Sorry this is going to be long.
I have been seeing my boyfriend for over 3 years, it’s quite long distance (about an hour and a half drive). It’s been a weird 3 years to say the least. Both of my parents have passed away in that time, covid came along which meant we didn’t see each other for months, my whole life has been turned upside down when I lost my mum, who I had been caring for full time for around 5 years. I have been grieving and have now returned to full time work after all of those years out caring. I have inherited my childhood home from my mum.
The thing is when I met him, my life was so different. I knew living with a partner was out of the question as I had my mum to think of, I had very limited time to spend with him (which he was very understanding of) but I loved going over and seeing him, it was my time out from my very heavy caring role.
But now, things are so different and I just don’t know if we want the same things in the future. I feel very lonely living alone, i am nearly 40, and I want to find someone to share my life with. I don’t have kids ( I don’t want them now and neither does he) I don’t have any immediate family anymore. As things stand I see him every other weekend and some annual leave days.

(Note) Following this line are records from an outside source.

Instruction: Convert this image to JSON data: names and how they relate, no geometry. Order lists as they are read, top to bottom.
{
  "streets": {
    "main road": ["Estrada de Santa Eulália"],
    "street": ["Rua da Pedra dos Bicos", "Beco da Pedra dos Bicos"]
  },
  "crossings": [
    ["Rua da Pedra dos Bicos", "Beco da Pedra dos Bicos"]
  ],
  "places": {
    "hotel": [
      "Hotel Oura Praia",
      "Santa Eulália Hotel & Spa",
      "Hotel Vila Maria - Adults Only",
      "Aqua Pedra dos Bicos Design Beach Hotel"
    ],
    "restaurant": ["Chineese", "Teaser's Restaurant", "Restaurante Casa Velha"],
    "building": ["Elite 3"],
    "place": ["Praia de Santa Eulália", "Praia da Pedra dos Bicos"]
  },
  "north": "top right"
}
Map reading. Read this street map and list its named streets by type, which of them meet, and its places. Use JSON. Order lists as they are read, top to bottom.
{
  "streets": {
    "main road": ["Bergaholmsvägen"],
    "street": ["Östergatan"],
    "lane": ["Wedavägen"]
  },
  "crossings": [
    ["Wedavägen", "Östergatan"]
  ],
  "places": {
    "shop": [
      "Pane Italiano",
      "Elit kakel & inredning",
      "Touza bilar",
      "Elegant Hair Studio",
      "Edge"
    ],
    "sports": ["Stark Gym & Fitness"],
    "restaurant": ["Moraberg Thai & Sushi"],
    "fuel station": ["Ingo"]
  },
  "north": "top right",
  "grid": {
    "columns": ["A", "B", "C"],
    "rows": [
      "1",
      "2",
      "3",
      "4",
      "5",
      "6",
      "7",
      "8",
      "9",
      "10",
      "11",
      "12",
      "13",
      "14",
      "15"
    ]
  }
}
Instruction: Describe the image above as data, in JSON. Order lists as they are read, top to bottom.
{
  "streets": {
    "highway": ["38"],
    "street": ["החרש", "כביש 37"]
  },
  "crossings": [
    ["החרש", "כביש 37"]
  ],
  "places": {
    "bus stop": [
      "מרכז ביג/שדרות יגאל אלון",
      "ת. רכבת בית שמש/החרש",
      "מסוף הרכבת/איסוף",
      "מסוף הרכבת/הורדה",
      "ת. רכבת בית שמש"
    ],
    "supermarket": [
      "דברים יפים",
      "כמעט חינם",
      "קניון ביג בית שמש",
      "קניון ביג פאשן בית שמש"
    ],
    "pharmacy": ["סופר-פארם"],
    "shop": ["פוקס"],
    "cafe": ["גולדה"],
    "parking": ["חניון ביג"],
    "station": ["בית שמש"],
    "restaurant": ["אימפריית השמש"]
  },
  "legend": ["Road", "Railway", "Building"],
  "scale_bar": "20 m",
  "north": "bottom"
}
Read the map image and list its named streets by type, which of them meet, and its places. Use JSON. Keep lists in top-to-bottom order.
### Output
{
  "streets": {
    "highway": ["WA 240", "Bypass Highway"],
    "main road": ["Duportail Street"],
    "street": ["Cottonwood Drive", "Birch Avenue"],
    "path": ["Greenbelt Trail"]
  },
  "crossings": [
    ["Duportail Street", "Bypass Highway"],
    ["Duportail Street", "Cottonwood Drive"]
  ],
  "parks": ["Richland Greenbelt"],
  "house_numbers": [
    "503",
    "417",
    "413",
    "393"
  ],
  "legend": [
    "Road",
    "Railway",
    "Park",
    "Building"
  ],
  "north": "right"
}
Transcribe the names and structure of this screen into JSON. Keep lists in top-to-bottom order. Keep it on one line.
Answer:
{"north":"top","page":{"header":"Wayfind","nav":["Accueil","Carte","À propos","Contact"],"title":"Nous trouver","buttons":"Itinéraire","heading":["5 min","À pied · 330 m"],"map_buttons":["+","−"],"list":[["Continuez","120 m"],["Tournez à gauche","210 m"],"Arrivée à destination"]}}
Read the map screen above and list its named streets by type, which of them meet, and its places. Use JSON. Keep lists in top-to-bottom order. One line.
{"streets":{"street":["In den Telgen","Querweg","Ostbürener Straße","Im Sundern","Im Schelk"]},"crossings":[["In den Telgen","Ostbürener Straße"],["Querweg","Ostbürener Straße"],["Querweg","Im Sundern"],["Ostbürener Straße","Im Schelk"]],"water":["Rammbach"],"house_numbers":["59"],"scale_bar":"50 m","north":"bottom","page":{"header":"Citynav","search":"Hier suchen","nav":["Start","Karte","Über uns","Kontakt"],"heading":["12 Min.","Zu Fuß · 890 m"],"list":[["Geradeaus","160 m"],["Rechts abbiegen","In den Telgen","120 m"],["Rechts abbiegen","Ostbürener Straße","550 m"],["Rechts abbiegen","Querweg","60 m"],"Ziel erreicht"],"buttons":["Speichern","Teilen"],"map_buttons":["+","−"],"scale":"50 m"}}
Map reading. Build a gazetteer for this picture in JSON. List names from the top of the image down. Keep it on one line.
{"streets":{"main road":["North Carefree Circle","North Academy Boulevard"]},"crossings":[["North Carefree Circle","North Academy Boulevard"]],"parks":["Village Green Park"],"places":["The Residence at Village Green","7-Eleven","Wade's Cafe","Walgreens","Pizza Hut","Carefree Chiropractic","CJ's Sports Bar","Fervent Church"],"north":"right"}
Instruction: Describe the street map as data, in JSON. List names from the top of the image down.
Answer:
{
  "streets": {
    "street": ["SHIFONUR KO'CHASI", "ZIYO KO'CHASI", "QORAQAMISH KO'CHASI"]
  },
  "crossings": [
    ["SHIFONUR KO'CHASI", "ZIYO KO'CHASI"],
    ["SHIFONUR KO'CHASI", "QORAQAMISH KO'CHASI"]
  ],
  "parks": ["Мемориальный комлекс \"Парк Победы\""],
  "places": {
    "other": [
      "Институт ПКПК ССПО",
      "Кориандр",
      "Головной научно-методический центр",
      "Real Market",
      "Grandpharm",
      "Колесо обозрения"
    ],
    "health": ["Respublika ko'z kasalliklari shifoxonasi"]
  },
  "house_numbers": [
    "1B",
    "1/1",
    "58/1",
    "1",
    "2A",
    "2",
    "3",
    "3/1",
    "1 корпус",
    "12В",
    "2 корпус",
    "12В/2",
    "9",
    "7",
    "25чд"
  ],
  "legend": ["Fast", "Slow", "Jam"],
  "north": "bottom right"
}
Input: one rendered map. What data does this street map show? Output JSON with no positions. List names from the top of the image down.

I asked him today if he would
consider living with me and he said ‘ye probably one day’ when I pushed a bit more
he said he can’t see himself living in my house or home town and that his whole career and family are in his home town, so he wants to stay there. When I told him I wasn’t happy with it as it stood and felt very lonely he had a very nonchalant ‘let’s see what happens’ vibe.
I just can’t see what can be done here. I don’t want to leave my family home, and it
needs a lot of work doing on it even if I did, he doesn’t want to move closer or
love in with me. I think he is quite content to leave things as they are but it’s just not enough for me. I want a life partner not part
time boyfriend. But at the same time, I love him, and I cant bare the thought of starting again on line dating. It feels unfair too as when we first got together It suited me and
my situation But juts doesn’t anymore.